(Study material)
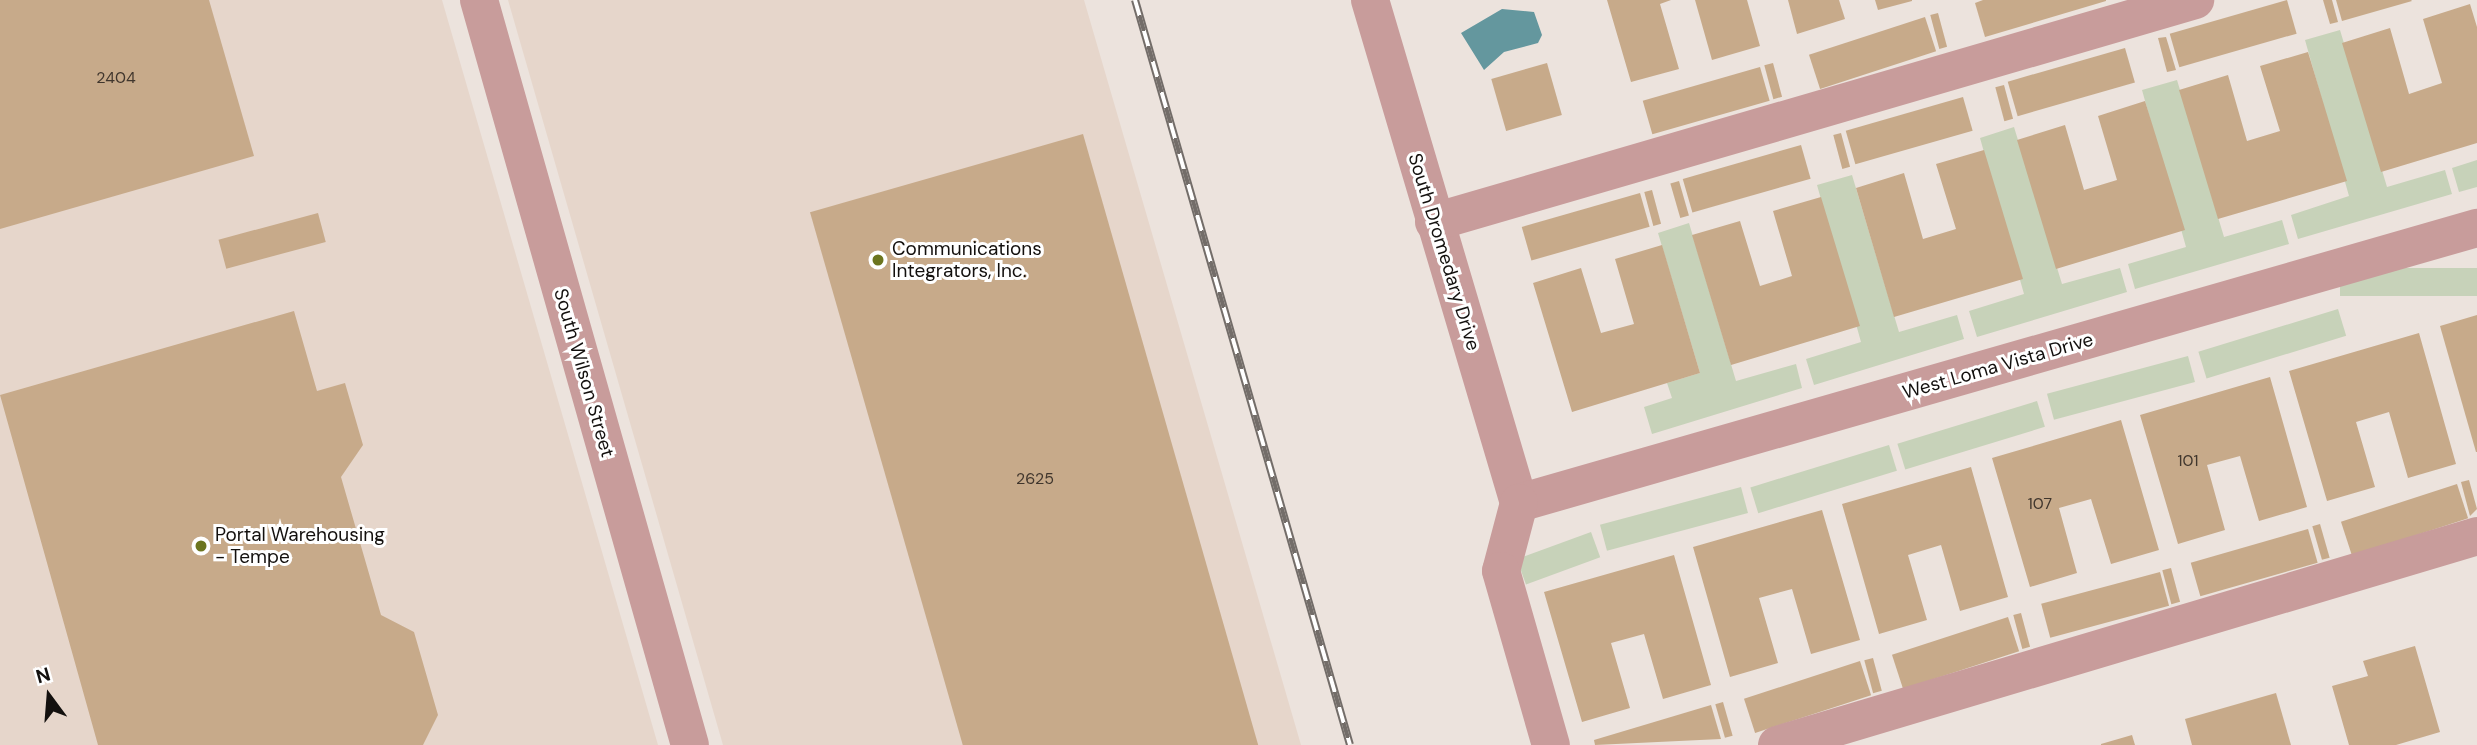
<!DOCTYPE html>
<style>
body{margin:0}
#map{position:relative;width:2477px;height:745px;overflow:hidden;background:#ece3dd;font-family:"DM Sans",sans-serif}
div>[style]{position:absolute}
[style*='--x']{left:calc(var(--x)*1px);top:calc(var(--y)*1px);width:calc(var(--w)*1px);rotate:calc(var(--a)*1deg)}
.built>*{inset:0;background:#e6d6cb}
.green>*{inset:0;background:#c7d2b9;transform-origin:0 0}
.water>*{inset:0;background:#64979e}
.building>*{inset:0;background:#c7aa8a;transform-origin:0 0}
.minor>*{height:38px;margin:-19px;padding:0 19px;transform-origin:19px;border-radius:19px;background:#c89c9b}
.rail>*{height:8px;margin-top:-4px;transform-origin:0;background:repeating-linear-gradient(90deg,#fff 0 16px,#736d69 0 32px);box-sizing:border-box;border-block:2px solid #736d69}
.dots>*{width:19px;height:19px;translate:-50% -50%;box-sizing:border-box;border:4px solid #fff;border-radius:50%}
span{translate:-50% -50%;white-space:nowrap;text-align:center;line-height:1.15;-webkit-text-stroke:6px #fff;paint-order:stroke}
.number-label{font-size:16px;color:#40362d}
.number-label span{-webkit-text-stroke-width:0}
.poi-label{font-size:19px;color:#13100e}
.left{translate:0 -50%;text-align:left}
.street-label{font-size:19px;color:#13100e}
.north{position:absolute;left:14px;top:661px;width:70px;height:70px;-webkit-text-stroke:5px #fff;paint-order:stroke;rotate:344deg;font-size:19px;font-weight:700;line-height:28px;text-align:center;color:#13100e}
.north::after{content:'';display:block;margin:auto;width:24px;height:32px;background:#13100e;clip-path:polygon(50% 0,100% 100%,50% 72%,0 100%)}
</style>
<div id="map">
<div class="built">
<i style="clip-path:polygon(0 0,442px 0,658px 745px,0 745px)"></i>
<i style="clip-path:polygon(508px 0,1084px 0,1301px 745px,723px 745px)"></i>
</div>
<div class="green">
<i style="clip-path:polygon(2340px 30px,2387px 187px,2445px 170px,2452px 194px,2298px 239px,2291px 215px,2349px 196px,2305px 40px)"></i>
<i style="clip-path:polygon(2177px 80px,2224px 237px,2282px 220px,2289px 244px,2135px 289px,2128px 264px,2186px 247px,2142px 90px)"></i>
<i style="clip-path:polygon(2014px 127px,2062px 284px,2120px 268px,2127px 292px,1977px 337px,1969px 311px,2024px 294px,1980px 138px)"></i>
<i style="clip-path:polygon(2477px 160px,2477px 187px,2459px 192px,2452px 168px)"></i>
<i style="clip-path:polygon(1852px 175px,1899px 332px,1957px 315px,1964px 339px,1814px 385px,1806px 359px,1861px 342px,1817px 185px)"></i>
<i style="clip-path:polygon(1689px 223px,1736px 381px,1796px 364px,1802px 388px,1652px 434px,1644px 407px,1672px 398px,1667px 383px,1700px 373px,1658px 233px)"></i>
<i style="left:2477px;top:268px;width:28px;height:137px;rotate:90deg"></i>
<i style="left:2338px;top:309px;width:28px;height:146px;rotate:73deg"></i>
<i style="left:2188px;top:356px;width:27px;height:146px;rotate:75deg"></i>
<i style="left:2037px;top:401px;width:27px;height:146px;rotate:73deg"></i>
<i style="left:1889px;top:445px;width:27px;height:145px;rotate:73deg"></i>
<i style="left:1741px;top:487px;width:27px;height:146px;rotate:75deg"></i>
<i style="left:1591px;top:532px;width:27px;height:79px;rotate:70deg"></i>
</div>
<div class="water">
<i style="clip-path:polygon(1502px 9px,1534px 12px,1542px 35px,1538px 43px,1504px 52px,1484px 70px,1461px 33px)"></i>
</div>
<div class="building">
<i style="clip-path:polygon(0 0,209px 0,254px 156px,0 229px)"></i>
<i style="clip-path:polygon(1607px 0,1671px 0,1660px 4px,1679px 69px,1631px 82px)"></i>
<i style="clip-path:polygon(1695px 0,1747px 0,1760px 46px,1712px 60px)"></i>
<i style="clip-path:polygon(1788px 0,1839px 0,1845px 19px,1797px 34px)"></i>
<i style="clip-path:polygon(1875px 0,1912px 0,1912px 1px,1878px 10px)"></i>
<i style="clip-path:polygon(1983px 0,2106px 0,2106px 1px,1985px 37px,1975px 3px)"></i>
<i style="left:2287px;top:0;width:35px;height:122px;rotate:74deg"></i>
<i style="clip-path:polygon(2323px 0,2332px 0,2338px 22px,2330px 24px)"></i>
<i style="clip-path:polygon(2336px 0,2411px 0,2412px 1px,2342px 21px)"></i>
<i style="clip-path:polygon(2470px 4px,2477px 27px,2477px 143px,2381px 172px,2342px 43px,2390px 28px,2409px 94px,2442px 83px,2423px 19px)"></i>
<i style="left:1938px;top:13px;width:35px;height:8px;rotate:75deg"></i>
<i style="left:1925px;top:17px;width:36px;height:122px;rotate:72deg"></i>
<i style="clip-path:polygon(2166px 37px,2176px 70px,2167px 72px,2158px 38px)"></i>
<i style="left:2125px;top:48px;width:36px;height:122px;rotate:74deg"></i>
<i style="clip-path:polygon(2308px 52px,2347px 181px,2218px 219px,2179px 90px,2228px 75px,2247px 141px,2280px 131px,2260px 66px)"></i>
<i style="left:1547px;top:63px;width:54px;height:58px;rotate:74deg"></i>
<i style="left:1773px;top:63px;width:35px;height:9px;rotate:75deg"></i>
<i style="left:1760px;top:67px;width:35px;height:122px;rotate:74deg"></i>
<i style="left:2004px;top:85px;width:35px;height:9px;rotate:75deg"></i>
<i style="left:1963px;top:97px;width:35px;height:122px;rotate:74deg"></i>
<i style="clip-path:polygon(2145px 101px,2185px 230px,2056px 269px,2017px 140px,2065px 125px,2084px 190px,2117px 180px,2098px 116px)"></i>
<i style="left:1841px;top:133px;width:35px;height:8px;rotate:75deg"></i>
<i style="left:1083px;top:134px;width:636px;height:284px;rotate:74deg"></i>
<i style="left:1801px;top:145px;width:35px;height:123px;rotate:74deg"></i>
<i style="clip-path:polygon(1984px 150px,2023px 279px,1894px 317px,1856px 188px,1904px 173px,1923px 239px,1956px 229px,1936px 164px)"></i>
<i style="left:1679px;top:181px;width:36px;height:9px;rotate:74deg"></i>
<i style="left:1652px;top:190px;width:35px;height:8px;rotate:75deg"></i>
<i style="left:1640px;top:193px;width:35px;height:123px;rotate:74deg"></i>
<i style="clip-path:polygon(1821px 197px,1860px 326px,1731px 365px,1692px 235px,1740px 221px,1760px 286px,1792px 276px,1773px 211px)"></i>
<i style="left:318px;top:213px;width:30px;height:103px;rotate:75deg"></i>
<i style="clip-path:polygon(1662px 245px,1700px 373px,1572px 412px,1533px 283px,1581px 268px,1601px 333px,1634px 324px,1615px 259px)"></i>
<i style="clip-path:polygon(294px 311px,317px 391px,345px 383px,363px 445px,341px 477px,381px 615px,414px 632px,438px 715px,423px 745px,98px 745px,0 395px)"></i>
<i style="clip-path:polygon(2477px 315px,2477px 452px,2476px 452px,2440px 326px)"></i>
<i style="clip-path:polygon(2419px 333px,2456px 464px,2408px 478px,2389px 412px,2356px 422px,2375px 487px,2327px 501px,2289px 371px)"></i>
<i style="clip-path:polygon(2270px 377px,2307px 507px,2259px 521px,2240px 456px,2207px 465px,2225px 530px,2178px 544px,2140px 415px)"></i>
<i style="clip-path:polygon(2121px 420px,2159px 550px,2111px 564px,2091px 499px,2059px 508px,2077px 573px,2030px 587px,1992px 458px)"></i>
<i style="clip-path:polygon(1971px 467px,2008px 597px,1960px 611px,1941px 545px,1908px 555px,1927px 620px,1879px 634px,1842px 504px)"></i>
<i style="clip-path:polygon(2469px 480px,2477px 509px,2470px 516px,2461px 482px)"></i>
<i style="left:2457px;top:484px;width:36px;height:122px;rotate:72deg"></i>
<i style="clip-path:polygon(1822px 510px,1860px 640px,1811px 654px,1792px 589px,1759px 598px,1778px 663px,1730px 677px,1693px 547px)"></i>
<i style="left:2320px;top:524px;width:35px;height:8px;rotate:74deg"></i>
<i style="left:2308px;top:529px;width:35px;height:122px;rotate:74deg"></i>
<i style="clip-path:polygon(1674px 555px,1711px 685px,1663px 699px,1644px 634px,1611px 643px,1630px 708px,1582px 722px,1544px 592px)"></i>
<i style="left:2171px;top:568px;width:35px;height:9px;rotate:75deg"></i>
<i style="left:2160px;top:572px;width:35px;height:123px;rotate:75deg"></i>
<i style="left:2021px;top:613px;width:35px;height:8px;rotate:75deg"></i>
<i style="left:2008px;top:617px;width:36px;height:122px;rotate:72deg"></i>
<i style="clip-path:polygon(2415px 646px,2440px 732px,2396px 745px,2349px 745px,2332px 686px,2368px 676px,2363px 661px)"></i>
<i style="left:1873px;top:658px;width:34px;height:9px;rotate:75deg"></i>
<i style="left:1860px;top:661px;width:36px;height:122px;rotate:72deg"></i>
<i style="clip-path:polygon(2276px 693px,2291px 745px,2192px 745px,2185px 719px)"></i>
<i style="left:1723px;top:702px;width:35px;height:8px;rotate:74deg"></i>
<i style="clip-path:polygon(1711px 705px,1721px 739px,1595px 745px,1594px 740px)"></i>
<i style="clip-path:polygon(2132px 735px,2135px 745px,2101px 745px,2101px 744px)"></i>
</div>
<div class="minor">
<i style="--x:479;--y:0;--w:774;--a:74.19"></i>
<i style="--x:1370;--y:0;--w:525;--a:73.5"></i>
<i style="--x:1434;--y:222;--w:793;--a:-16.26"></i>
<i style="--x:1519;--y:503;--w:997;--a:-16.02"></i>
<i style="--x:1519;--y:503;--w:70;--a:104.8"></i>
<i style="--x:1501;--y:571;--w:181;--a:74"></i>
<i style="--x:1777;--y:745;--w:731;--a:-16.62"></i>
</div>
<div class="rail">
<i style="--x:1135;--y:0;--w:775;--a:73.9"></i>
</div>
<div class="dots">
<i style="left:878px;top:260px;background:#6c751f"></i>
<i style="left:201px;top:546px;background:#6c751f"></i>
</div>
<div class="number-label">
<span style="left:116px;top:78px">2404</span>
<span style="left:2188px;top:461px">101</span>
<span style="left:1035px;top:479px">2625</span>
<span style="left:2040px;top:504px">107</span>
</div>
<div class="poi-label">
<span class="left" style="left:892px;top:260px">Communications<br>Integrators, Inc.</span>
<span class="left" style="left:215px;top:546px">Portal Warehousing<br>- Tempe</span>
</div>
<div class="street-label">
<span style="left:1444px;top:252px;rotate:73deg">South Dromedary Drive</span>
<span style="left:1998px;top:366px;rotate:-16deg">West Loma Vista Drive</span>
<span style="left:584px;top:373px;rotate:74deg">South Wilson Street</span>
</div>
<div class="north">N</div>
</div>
(End Study material)
• [How to complete this task] Count each line of the listing above that holds the string "green", and state that count without anything added.

• [Reply] 2